● **ASSIGNED TASK**
Using the records below, filter for lines that contain the string "strokeStyle" and copy them out.

[Data excerpts]
=-=-=
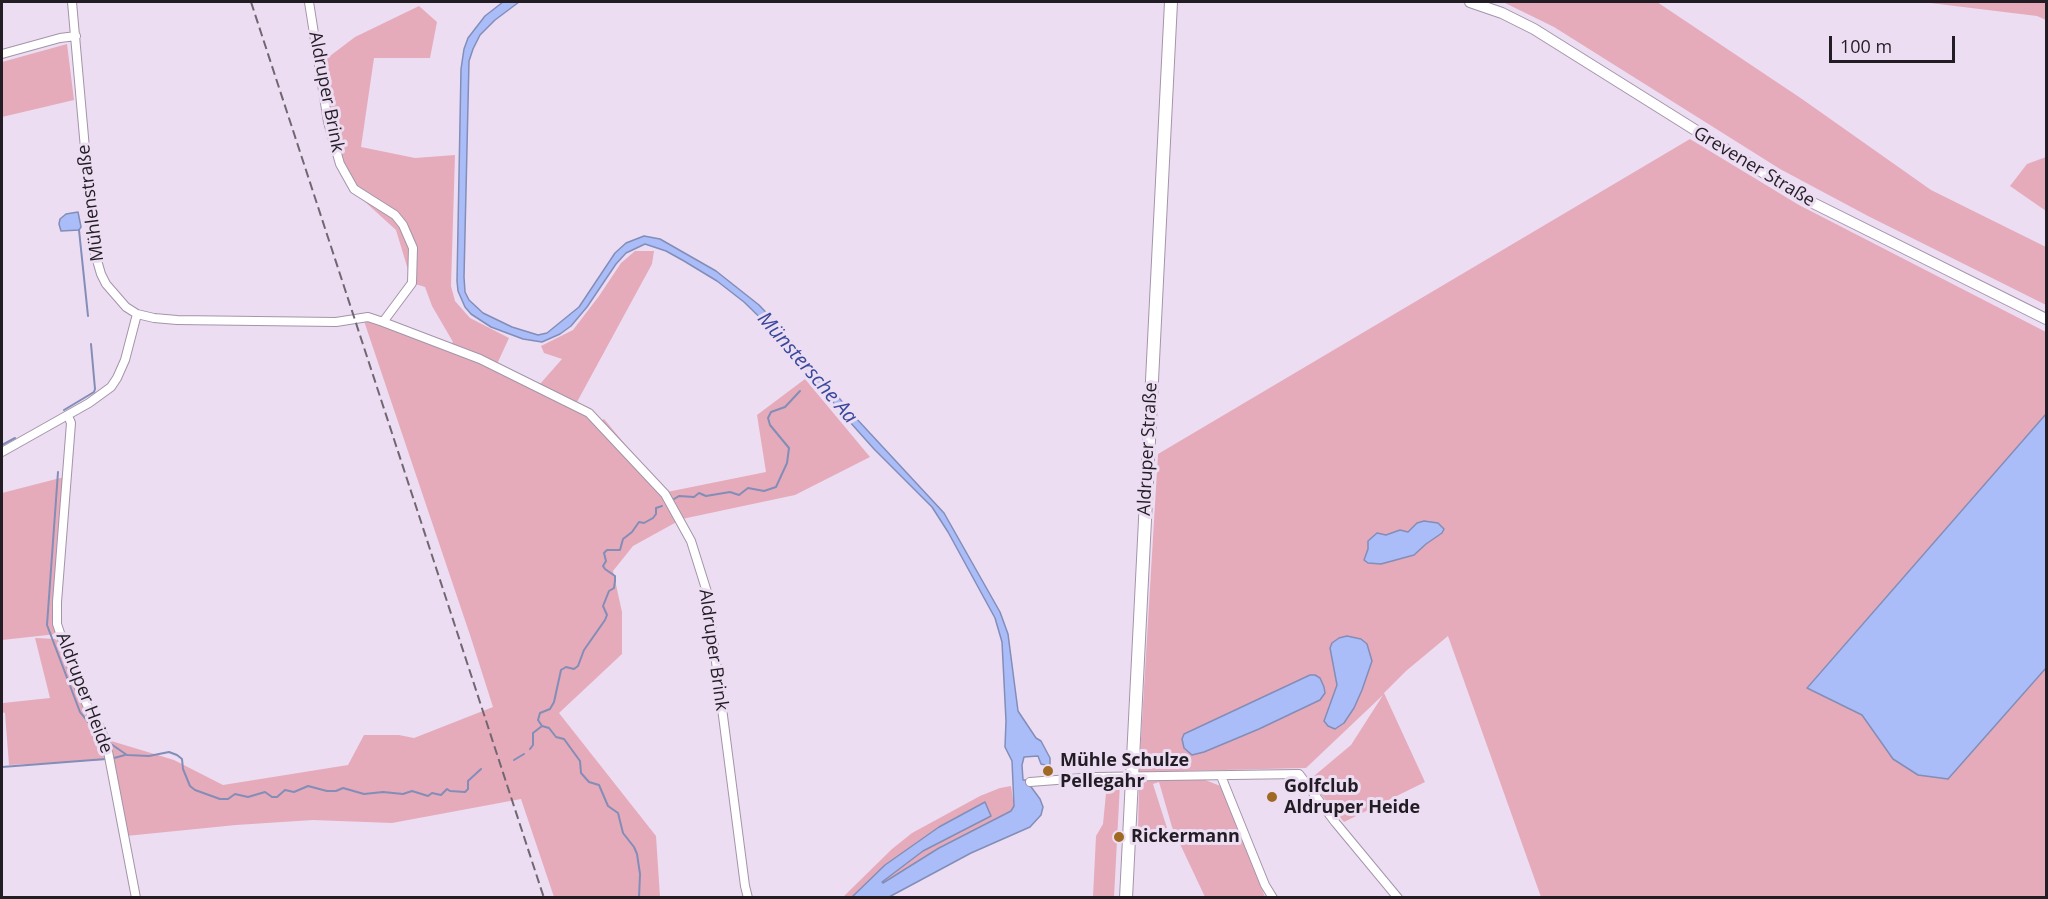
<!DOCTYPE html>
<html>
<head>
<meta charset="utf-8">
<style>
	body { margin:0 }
	#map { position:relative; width:2048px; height:899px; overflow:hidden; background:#ecddf2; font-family:"Open Sans",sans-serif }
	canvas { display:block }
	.frame { position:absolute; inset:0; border:3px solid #221d24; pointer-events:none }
	.scale { position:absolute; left:1829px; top:36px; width:126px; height:27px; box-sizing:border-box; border:3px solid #221d24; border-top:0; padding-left:8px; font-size:18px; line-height:21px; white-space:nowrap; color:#221d24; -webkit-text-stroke:4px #ecddf2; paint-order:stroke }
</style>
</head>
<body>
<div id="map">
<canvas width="2048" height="899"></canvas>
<div class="frame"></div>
<div class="scale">100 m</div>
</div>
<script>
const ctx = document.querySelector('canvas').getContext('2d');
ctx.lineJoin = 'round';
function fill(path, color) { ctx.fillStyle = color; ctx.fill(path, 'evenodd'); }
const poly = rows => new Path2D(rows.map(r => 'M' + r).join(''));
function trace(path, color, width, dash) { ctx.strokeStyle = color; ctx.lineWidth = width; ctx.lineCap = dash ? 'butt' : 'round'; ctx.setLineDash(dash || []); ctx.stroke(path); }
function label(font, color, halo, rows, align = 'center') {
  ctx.font = font + ' "Open Sans",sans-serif'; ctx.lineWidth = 6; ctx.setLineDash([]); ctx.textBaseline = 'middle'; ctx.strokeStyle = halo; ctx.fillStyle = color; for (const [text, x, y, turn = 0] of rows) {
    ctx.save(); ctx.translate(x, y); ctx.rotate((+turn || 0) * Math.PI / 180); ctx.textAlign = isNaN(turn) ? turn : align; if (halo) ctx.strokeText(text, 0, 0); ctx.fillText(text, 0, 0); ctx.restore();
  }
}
fill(poly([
	[1503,2,1657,2,1802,99,1931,190,2046,247,2046,305,1868,216,1780,169,1554,27],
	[1922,2,2046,2,2046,20,2037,16],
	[419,6,437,22,430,58,374,58,361,147,415,158,455,155,451,286,455,301,470,318,509,338,497,364,451,344,453,342,432,306,425,287,412,283,396,230,352,190,330,123,322,62,355,37],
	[67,44,74,100,2,117,2,62],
	[1690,139,1799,205,2046,332,2046,414,1807,687,1862,715,1893,759,1948,779,2046,668,2046,897,1541,897,1448,636,1406,671,1384,693,1425,782,1344,822,1314,786,1314,776,1351,745,1383,695,1306,768,1139,772,1158,454],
	[2046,157,2046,211,2010,186,2027,164],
	[635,251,654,251,652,264,577,402,540,384,562,359,544,353,541,346,573,330,599,296,621,263],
	[364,321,376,321,479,361,588,413,597,423,604,419,668,496,667,492,766,472,757,415,805,379,870,457,795,495,682,519,633,546,613,571,622,612,622,654,559,713,656,836,660,897,554,897,521,799,392,823,313,820,236,825,126,836,108,740,174,760,223,785,348,765,364,735,399,735,414,738,493,707,470,635],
	[64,477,53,615,57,634,2,640,2,493],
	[35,638,56,639,93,721,105,760,9,765,5,713,2,712,2,696,3,703,50,698],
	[1200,778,1223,787,1265,897,1205,897,1172,827,1159,782,1153,784,1167,828,1138,832,1139,786,1145,779],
	[1107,783,1120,784,1114,897,1093,897,1096,836,1103,824],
	[1011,786,1014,806,1011,811,939,848,883,884,882,882,984,802,939,827,913,845,885,865,852,897,842,898,892,849,912,833,980,796,1000,788]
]), '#e6abba');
const water = poly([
	[503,2,519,2,495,20,480,35,473,49,469,61,464,277,465,292,469,300,483,313,512,327,538,335,547,333,579,307,615,253,626,243,644,236,660,239,716,271,759,305,778,325,855,417,944,513,1000,612,1008,634,1018,711,1036,738,1041,741,1050,758,1050,765,1045,765,1041,764,1038,756,1024,757,1022,765,1023,780,1026,780,1040,799,1043,807,1041,815,1030,827,971,853,889,897,852,897,885,865,939,827,985,802,991,816,923,851,882,882,883,883,939,848,1011,811,1014,806,1012,761,1005,747,1006,721,1002,642,995,618,948,532,932,507,874,449,841,412,780,337,744,302,717,281,684,261,666,251,645,244,626,253,616,264,587,307,571,326,560,334,542,342,523,339,491,327,471,314,465,307,458,291,457,281,461,69,464,49,468,38,485,16,503,2],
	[78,212,81,227,79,230,61,231,59,224,60,219,66,214,78,212],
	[2046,414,2046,668,1948,779,1918,775,1893,759,1862,715,1807,688,2046,414],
	[1424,521,1438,523,1444,529,1442,533,1426,544,1414,555,1381,564,1368,563,1364,560,1368,549,1368,541,1377,533,1386,535,1400,530,1408,532,1417,523,1424,521],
	[1347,636,1361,639,1367,644,1372,661,1362,690,1354,708,1344,723,1335,729,1328,726,1324,721,1337,685,1330,648,1332,643,1339,638,1347,636],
	[1310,675,1315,675,1320,678,1324,687,1325,693,1320,700,1259,729,1204,752,1192,755,1184,748,1182,739,1184,734,1310,675]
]);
fill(water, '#abbdf8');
trace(water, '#828db8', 1.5);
trace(poly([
	[79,230,88,316],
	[64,410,94,392,95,389,91,344],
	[2,445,15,438],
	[58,472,47,625,80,712,96,732],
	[674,499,679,496,694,497,699,493,706,496,730,492,739,495,748,488,764,491,776,487,787,463,789,448,770,425,768,418,771,412,785,407,800,391],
	[111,744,127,755,149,756,169,752,177,755,182,759,183,769,190,786,195,790,220,799,228,799,235,794,248,797,265,792,272,797,277,797,285,790,294,792,308,786,327,791,336,791,343,788,364,794,383,792,403,794,412,791,428,796,432,793,441,795,447,789,450,791,465,792,468,789,468,781,481,769],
	[530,749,533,745,533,733,542,726],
	[114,758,125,755],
	[514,760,524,754],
	[2,767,106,759],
	[639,898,640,874,637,854,634,847,623,833,618,813,608,806,599,785,589,782,581,773,580,761,564,739,556,737,549,728,542,726,538,720,540,713,550,709,554,702,561,670,566,667,574,669,578,666,584,650,605,620,607,615,603,606,609,591,614,588,615,581,615,576,605,569,603,566,606,561,604,553,607,550,620,550,623,539,632,532,639,522,644,523,653,518,656,514,656,508,662,506]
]), '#828db8', 2);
const minor = poly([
	[72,2,94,250,101,274,106,284,126,307,137,314,154,318,177,320,336,322,368,317,383,322,412,283,413,248,403,225,395,215,354,189,340,164,328,122,309,2],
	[2,54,60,38,76,36],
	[383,322,480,359,589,413,665,494,691,541,707,592,745,886,748,898],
	[68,416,71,423,57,602,57,624,77,683,93,718,100,727,107,746,136,898],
	[2,452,89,403,111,387,117,378,125,360,137,314],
	[1221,776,1265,885,1273,898],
	[1030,782,1096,777,1299,774,1335,822,1398,898]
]);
const tertiary = poly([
	[1470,2,1502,13,1534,29,1807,200,2046,319]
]);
const secondary = poly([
	[1126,898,1171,2]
]);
trace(minor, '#a395a9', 10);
trace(tertiary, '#a395a9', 12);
trace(secondary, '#a395a9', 14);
trace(minor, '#fff', 8);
trace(tertiary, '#fff', 10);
trace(secondary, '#fff', 12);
trace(poly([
	[251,2,544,898]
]), '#706773', 2, [9, 4.5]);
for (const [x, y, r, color] of [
	[1048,771,6,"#9f6923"],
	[1272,797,6,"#9f6923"],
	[1119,837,6,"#9f6923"]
]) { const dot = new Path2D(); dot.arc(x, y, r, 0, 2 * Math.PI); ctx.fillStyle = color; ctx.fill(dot); trace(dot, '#ecddf2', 2); }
label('18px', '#221d24', '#ecddf2', [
	["Aldruper Brink",326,92,79],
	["Grevener Straße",1754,167,31],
	["Mühlenstraße",91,203,-97],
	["Aldruper Straße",1148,449,-87],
	["Aldruper Brink",713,650,82],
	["Aldruper Heide",84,693,69]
]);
label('bold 18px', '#221d24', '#ecddf2', [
	["Mühle Schulze",1060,761],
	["Pellegahr",1060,782],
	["Golfclub",1284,787],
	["Aldruper Heide",1284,808],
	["Rickermann",1131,837]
], 'left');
label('italic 20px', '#38489c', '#ecddf2', [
	["Münstersche Aa",807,368,49]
]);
</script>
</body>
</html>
=-=-=
● **SOLUTION TO THE PROBLEM**
function trace(path, color, width, dash) { ctx.strokeStyle = color; ctx.lineWidth = width; ctx.lineCap = dash ? 'butt' : 'round'; ctx.setLineDash(dash || []); ctx.stroke(path); }
  ctx.font = font + ' "Open Sans",sans-serif'; ctx.lineWidth = 6; ctx.setLineDash([]); ctx.textBaseline = 'middle'; ctx.strokeStyle = halo; ctx.fillStyle = color; for (const [text, x, y, turn = 0] of rows) {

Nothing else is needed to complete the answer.